En 2020, nous sommes à nouveau rattrapés par le fanatisme religieux. En 2020, en France, quelqu’un peut mourir, décapité, à cause de ce qu’il enseigne à des enfants. Nous en sommes là.

Et à travers l’exécution infâme et barbare d’un professeur, c’est bien ce que nous sommes et les idées que nous portons que l’on tente d’assassiner : la laïcité, la liberté de penser et de s’exprimer, une approche héritée des Lumières qui dit que tout ne se vaut pas et que le savoir n’est pas la croyance. Ces idées sont les piliers de notre démocratie. Elles fondent ce qu’est l’enseignement républicain, permettent la transmission des valeurs, sont le socle du débat collectif. Elles disent que pour défendre ce que nous avons en commun, il faut expliquer toujours plus le monde qui nous entoure.

Ressaisissons-nous !

Il faut remettre les religions à la place qu’elles n’auraient jamais dû quitter, celle de l’intime. Il faut entendre ceux qui ne croient pas en dieu et qui sont heurtés chaque jour par l’obscurantisme dont certains croyants de tous horizons font preuve. La parole des religieux devraient être bannie de l’espace public et rester cantonnée aux lieux de prières. La laïcité, c’est le respect de toutes les religions certes mais c’est avant tout la protection de ceux qui n’en ont pas. Il est temps de s’en souvenir.

Il faut aussi lutter contre le relativisme rampant qui gangrène les réseaux sociaux, celui qui donne autant de crédit à un escroc intellectuel qu’à un savant reconnu et fait, chaque jour davantage, de la vérité une opinion comme les autres. Ressaisissons-nous ! Il faut enfin considérer que les réseaux sociaux représentent un immense danger pour la démocratie. La place qu’ils ont prise dans la circulation de l’information sans aucune règle ni contrainte, permet d’alimenter les pires fantasmes, d’instruire les procès sans avocat ni juge et de désigner, in fine, des coupables. C’est exactement ce qui s’est passé à Conflans-Sainte-Honorine.
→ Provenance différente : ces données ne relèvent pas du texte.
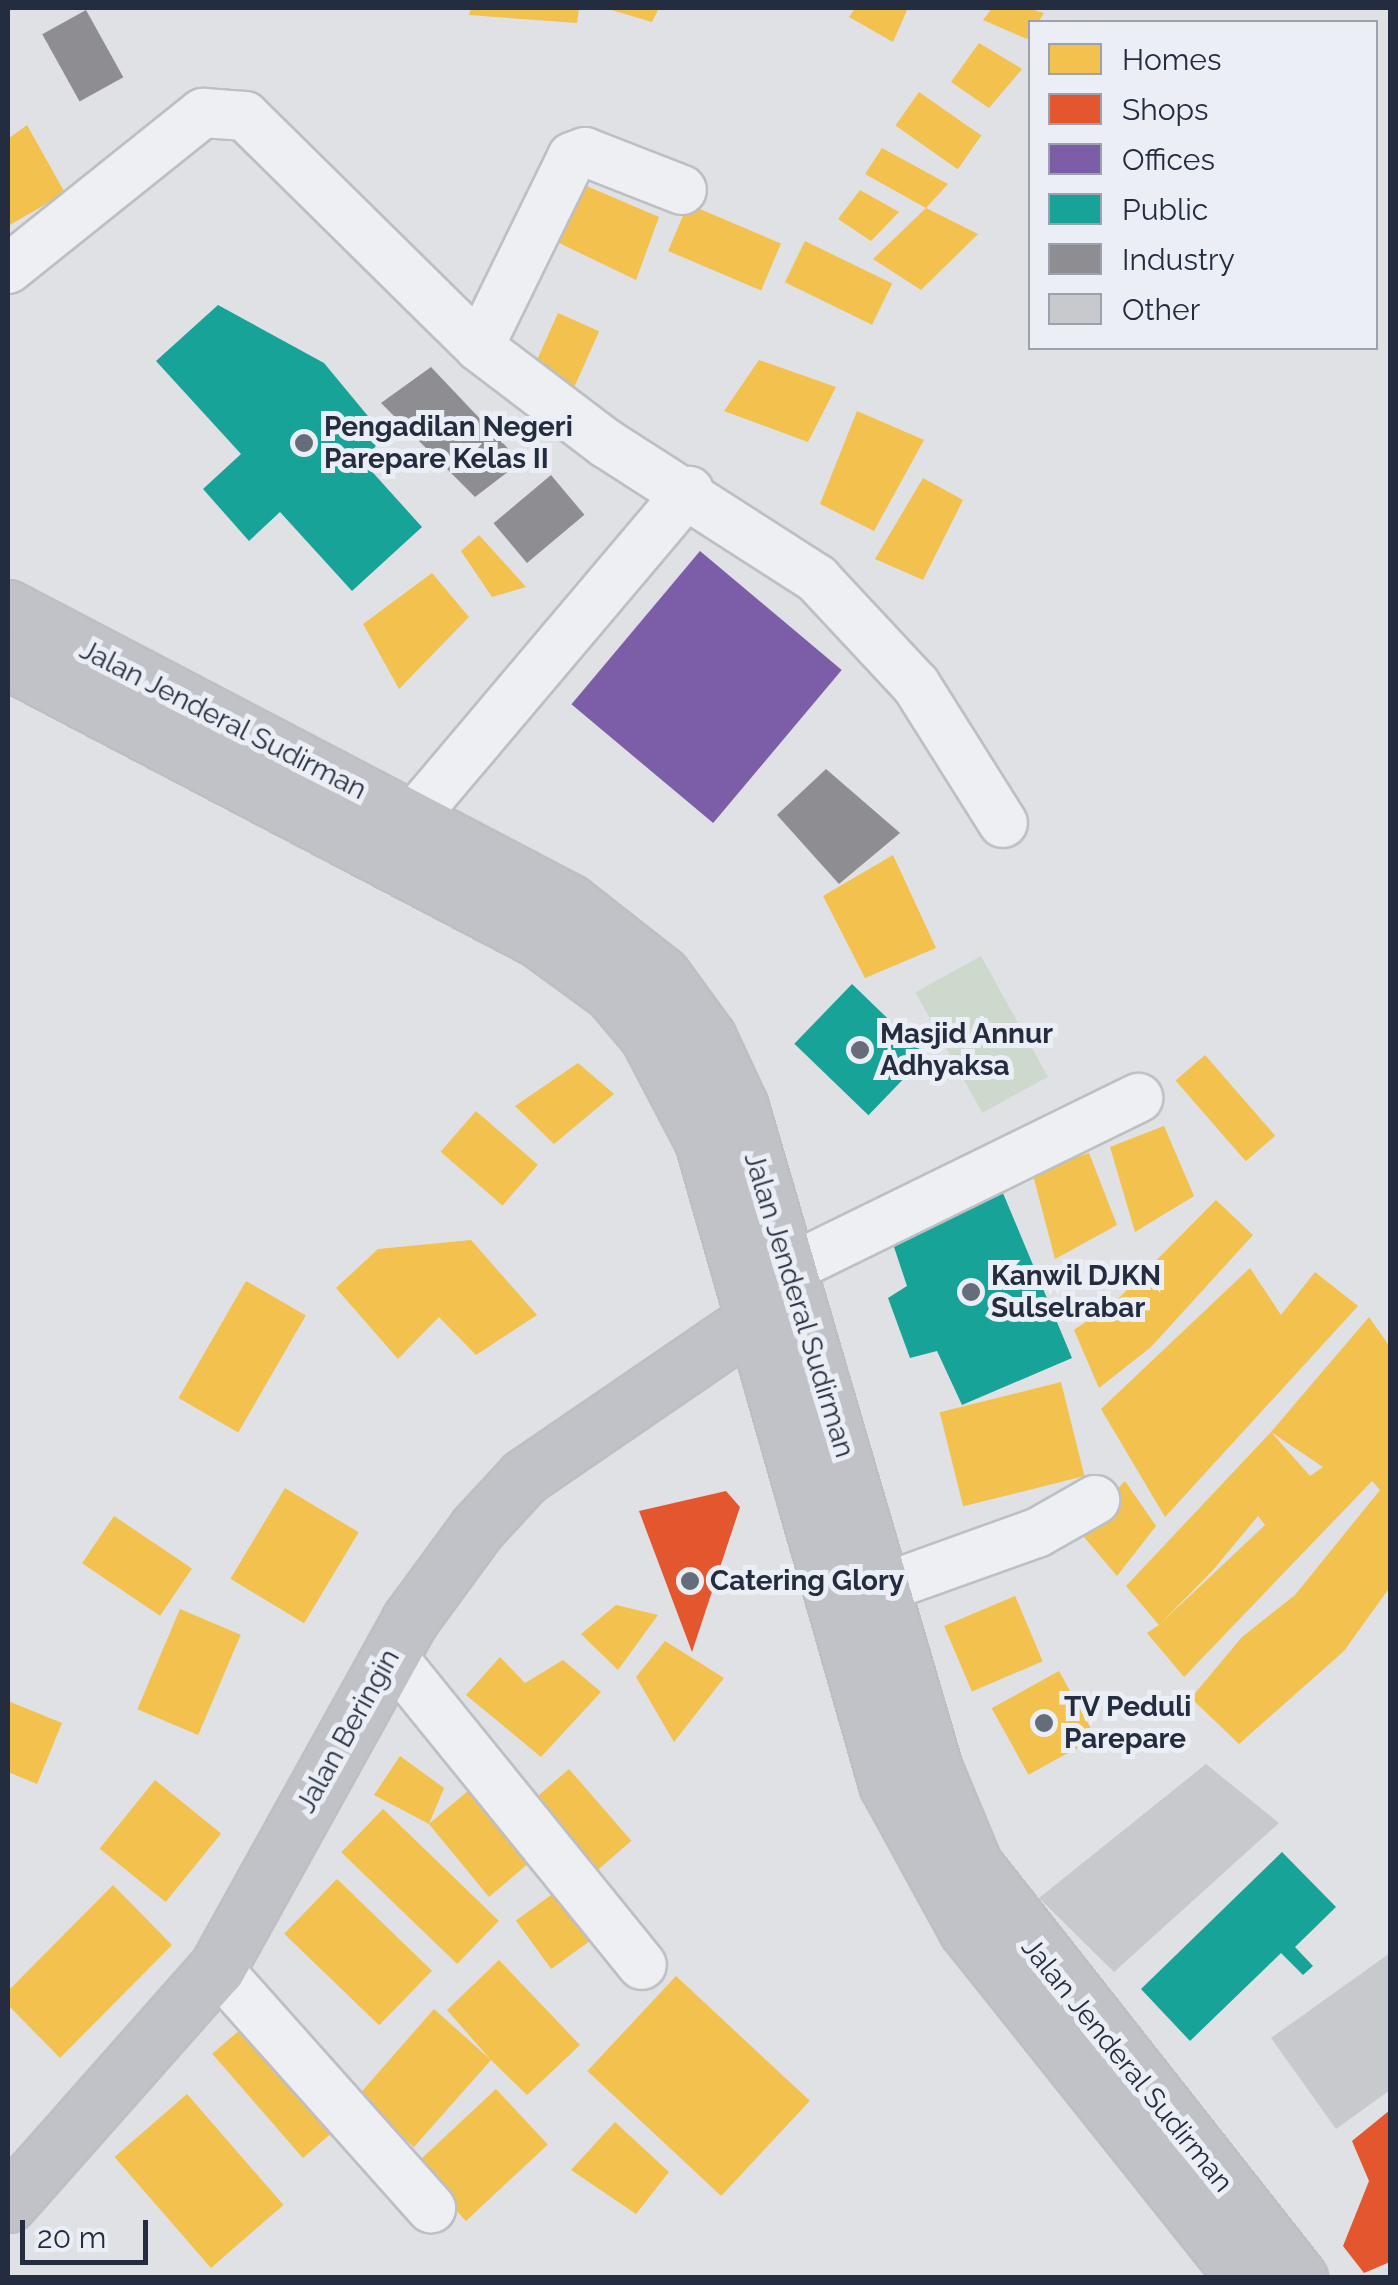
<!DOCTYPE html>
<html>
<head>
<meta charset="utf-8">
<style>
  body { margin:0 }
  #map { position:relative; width:1398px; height:2285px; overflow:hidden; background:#dfe1e5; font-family:Raleway,sans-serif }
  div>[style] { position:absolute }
  .green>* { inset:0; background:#ced9ce; transform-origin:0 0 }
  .homes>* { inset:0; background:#f2c14e; transform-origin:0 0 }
  .shops>* { inset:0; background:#e4572e }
  .offices>* { inset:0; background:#7b5ea7; transform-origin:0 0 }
  .public>* { inset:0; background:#17a398; transform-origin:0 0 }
  .industry>* { inset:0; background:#8d8d92; transform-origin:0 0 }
  .building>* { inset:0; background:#c7c9cd }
  .roads { filter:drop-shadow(2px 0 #bdbfc3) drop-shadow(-2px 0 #bdbfc3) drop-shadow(0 2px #bdbfc3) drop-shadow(0 -2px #bdbfc3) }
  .street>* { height:48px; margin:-24px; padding:0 24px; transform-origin:24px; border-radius:24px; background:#eeeff2 }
  .secondary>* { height:55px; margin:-27.5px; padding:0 27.5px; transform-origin:27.5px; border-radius:27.5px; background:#c0c2c8 }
  .dots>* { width:28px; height:28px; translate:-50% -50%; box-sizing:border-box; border:5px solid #ebeff5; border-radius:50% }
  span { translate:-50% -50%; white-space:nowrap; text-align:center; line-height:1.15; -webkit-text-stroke:10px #ebeff5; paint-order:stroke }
  .poi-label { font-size:28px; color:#242d40; font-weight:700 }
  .left { translate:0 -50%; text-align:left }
  .street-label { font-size:28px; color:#242d40 }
  .frame { position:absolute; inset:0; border:10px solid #242d40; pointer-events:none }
  .legend { position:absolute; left:1028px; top:20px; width:350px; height:330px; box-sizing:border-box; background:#ebeff5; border:2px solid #9ba1ad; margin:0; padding:12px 18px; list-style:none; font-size:30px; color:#242d40 }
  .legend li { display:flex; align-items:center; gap:20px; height:50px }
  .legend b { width:50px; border:2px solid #9ba1ad }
  .scale { position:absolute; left:20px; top:2220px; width:128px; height:45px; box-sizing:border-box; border:5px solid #242d40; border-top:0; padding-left:12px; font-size:30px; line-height:35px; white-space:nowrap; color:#242d40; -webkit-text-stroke:8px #ebeff5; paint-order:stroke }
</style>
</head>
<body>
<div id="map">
  <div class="green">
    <i style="left:981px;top:956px;width:138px;height:75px;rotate:61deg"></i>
  </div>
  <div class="homes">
    <i style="clip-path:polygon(471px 8px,579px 8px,577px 23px,469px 15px)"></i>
    <i style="clip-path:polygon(605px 8px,659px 8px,652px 22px)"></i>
    <i style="clip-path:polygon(855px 8px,908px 8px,893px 42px,849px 17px)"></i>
    <i style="clip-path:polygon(992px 8px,1027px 8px,1044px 13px,1027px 39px,983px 20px)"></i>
    <i style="clip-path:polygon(979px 43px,1022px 69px,989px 108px,951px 82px)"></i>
    <i style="left:919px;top:92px;width:76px;height:41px;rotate:35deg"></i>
    <i style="clip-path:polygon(27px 125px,65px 193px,8px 226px,8px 139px)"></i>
    <i style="clip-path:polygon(882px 148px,948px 184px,926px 208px,865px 174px)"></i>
    <i style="clip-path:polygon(582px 184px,659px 217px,636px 280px,553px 240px)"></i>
    <i style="clip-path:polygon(860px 190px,899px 212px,871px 241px,838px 219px)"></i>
    <i style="left:688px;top:204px;width:101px;height:51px;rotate:23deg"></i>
    <i style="clip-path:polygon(926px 208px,978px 234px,921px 290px,873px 259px)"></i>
    <i style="left:805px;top:241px;width:97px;height:46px;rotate:26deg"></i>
    <i style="left:558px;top:313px;width:45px;height:68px;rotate:24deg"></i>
    <i style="clip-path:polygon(759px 360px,836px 387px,808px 442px,724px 411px)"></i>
    <i style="clip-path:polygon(857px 411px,924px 440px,874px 531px,820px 504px)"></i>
    <i style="clip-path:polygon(923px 478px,963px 500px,923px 580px,875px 559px)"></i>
    <i style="clip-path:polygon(479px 535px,526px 587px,492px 597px,461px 551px)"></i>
    <i style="clip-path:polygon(432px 573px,469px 617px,399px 689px,363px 624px)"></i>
    <i style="clip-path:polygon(893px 855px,936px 948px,865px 978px,823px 896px)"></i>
    <i style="left:1205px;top:1055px;width:107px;height:39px;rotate:49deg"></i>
    <i style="clip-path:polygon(578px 1063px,614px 1094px,554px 1144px,515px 1106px)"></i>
    <i style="left:476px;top:1111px;width:82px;height:54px;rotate:41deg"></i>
    <i style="clip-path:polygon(1164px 1126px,1194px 1196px,1135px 1232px,1110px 1147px)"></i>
    <i style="clip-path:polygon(1089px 1153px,1117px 1225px,1055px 1259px,1032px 1171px)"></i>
    <i style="clip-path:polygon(1216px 1200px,1253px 1235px,1151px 1347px,1099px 1388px,1074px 1330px,1116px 1301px)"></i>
    <i style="clip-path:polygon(471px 1240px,537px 1315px,476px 1355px,439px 1317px,398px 1359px,336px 1288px,378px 1249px)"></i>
    <i style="clip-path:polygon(1250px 1268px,1281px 1315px,1315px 1272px,1358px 1306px,1165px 1517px,1101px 1409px)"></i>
    <i style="left:246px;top:1281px;width:69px;height:135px;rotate:30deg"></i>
    <i style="clip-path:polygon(evenodd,1369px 1317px,1390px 1347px,1390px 1587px,1344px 1651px,1239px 1744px,1191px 1698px,1242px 1637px,1295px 1595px,1380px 1490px,1372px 1481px,1184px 1677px,1147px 1633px,1159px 1625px,1126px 1586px,1271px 1432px,1310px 1476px,1323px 1467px,1271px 1432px,1369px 1317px,1258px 1516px,1265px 1525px,1159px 1625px,1213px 1570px,1258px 1516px)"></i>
    <i style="left:1061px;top:1382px;width:97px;height:125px;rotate:76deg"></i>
    <i style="clip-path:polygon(1125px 1481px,1156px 1526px,1117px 1576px,1078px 1530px)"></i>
    <i style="left:285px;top:1488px;width:86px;height:106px;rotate:31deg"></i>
    <i style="left:114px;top:1516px;width:94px;height:57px;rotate:34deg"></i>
    <i style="left:1015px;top:1596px;width:71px;height:77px;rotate:67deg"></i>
    <i style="clip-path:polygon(616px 1605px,658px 1615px,618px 1670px,581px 1634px)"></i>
    <i style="left:180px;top:1609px;width:66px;height:109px;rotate:23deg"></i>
    <i style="clip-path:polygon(665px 1641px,724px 1678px,674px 1742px,636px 1677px)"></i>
    <i style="clip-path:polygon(500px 1657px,525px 1683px,563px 1660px,601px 1692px,541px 1757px,466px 1695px)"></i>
    <i style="left:1059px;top:1671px;width:76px;height:77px;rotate:61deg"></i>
    <i style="clip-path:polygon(8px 1701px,62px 1723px,37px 1784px,8px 1772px)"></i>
    <i style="clip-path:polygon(400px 1756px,444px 1788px,429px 1824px,475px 1785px,536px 1857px,489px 1897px,429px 1824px,374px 1795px)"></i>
    <i style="left:569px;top:1769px;width:95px;height:53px;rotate:49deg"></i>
    <i style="left:155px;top:1780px;width:85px;height:88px;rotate:39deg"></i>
    <i style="left:383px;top:1809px;width:161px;height:60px;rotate:44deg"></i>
    <i style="left:337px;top:1879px;width:132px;height:76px;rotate:44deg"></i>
    <i style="clip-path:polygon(113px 1885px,172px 1945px,60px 2058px,8px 2005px,8px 1991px)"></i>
    <i style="left:558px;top:1890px;width:60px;height:52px;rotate:54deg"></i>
    <i style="clip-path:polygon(499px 1960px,580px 2045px,527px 2095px,491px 2060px,414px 2147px,357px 2097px,434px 2009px,491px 2060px,447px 2010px)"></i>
    <i style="left:676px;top:1976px;width:183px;height:130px;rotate:43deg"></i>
    <i style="left:250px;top:2021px;width:138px;height:50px;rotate:49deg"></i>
    <i style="left:496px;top:2089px;width:76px;height:112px;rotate:47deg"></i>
    <i style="left:187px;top:2094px;width:147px;height:96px;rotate:49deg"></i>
    <i style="clip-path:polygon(615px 2122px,669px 2172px,636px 2214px,571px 2170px)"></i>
  </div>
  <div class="shops">
    <i style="clip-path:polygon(726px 1491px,740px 1507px,692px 1652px,639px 1511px)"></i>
    <i style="clip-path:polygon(1390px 2110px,1390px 2262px,1364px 2273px,1343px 2246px,1369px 2181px,1352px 2141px)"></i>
  </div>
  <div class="offices">
    <i style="left:700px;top:551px;width:185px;height:200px;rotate:40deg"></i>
  </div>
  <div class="public">
    <i style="clip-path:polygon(218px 305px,324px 363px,382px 433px,366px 465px,422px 527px,352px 591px,280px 512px,249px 541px,203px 489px,241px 454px,156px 361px)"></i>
    <i style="left:852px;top:984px;width:103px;height:83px;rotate:44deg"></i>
    <i style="clip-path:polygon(1000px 1186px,1072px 1358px,962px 1405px,937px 1351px,910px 1358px,888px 1298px,907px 1286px,887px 1226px)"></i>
    <i style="clip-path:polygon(1282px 1852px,1336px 1907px,1295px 1947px,1313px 1966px,1303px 1975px,1281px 1953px,1190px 2041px,1141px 1989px)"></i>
  </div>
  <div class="industry">
    <i style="left:86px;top:10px;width:77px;height:50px;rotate:61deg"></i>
    <i style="clip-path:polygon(431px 367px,521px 462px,475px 497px,381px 403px)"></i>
    <i style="left:551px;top:475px;width:52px;height:75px;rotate:50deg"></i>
    <i style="clip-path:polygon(826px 769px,900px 833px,839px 884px,777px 815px)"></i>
  </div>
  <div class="building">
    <i style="clip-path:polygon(1206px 1764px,1279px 1823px,1114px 1972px,1039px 1898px)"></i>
    <i style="clip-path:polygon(1390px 1953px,1390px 2090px,1336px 2129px,1271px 2038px)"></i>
  </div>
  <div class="roads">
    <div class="street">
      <i style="left:8px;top:269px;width:250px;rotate:-38.7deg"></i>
      <i style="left:203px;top:113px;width:42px;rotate:4.1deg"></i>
      <i style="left:245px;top:116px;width:329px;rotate:44.6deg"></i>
      <i style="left:479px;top:347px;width:161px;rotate:37.2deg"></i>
      <i style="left:607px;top:444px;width:250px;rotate:32.7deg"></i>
      <i style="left:817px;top:579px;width:145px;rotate:47deg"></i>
      <i style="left:916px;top:685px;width:163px;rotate:57.8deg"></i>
      <i style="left:479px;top:347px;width:212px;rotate:-63.9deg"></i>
      <i style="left:572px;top:157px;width:14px;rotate:-21deg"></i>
      <i style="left:585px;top:152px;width:104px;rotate:21.4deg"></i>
      <i style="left:389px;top:846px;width:465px;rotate:-49.8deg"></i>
      <i style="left:789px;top:1269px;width:389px;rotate:-26.1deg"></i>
      <i style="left:883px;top:1588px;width:164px;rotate:-19.7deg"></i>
      <i style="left:1037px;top:1533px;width:67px;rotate:-29.6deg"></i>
      <i style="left:390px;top:1654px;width:400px;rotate:51deg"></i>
      <i style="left:217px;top:1968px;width:322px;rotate:48.3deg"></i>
    </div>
    <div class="secondary">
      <i style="left:8px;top:608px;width:633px;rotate:27.66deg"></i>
      <i style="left:569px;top:902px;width:118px;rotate:38.1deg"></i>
      <i style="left:662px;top:975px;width:78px;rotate:53.9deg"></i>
      <i style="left:708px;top:1038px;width:76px;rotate:65.1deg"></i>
      <i style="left:740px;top:1107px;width:690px;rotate:73.67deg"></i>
      <i style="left:934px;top:1769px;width:104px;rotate:67.4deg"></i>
      <i style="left:974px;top:1865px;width:526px;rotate:51.8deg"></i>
      <i style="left:8px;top:661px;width:598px;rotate:27.68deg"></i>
      <i style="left:538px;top:939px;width:90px;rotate:36deg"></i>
      <i style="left:611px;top:992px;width:57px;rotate:49.9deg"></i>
      <i style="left:648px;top:1036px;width:119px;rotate:62.4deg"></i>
      <i style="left:703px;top:1141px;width:669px;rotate:74.03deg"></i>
      <i style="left:887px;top:1784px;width:166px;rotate:61.3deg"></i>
      <i style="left:967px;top:1930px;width:445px;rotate:51.4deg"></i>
      <i style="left:8px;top:2204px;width:315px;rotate:-48.5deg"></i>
      <i style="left:217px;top:1968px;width:397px;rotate:-61deg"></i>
      <i style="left:409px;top:1621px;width:115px;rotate:-53.8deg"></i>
      <i style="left:477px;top:1528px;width:69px;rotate:-47.3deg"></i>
      <i style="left:524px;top:1477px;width:310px;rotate:-34.4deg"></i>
    </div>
  </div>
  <div class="dots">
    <i style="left:304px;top:443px;background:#656c7a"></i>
    <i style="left:860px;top:1050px;background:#656c7a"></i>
    <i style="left:971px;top:1292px;background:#656c7a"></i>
    <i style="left:690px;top:1581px;background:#656c7a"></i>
    <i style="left:1044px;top:1723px;background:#656c7a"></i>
  </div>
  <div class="poi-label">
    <span class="left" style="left:324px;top:443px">Pengadilan Negeri<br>Parepare Kelas II</span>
    <span class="left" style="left:880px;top:1050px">Masjid Annur<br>Adhyaksa</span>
    <span class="left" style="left:991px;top:1292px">Kanwil DJKN<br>Sulselrabar</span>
    <span class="left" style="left:710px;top:1581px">Catering Glory</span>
    <span class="left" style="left:1064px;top:1723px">TV Peduli<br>Parepare</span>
  </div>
  <div class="street-label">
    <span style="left:223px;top:720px;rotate:27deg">Jalan Jenderal Sudirman</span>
    <span style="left:799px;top:1305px;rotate:73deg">Jalan Jenderal Sudirman</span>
    <span style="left:348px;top:1731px;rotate:-61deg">Jalan Beringin</span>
    <span style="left:1127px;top:2065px;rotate:51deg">Jalan Jenderal Sudirman</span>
  </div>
  <div class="frame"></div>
  <ul class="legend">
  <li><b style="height:28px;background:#f2c14e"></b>Homes</li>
  <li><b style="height:28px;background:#e4572e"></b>Shops</li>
  <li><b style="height:28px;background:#7b5ea7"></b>Offices</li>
  <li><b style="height:28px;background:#17a398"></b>Public</li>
  <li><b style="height:28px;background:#8d8d92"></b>Industry</li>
  <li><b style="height:28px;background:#c7c9cd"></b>Other</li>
  </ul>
  <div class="scale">20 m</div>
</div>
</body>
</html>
Il faut continuer à éduquer dès le plus jeune âge à la compréhension des médias, au décryptage des images. L’ Éducation Nationale a un rôle immense à jouer dans ce combat mais le drame de Conflans nous le montre à nouveau : nous ne pouvons plus laisser seuls les enseignants en première ligne. La société tout entière doit se mobiliser pour leur venir en aide. Nombre de journalistes et de médias le font déjà. Ce mouvement en faveur de l’esprit critique ne doit pas s’arrêter aux établissements scolaires mais doit s’amplifier, gagner toutes nos institutions, toutes les organisations, les collectivités, les entreprises car le mal s’insinue partout.

Agissons ! Ressaisissons nous ! Aussi belles et généreuses soient-elles, les idées peuvent mourir. Si nous n’arrêtons pas ceux qui veulent les assassiner, nous enterrerons la République, le principe même de démocratie et notre liberté. Il sera alors trop tard pour pleurer.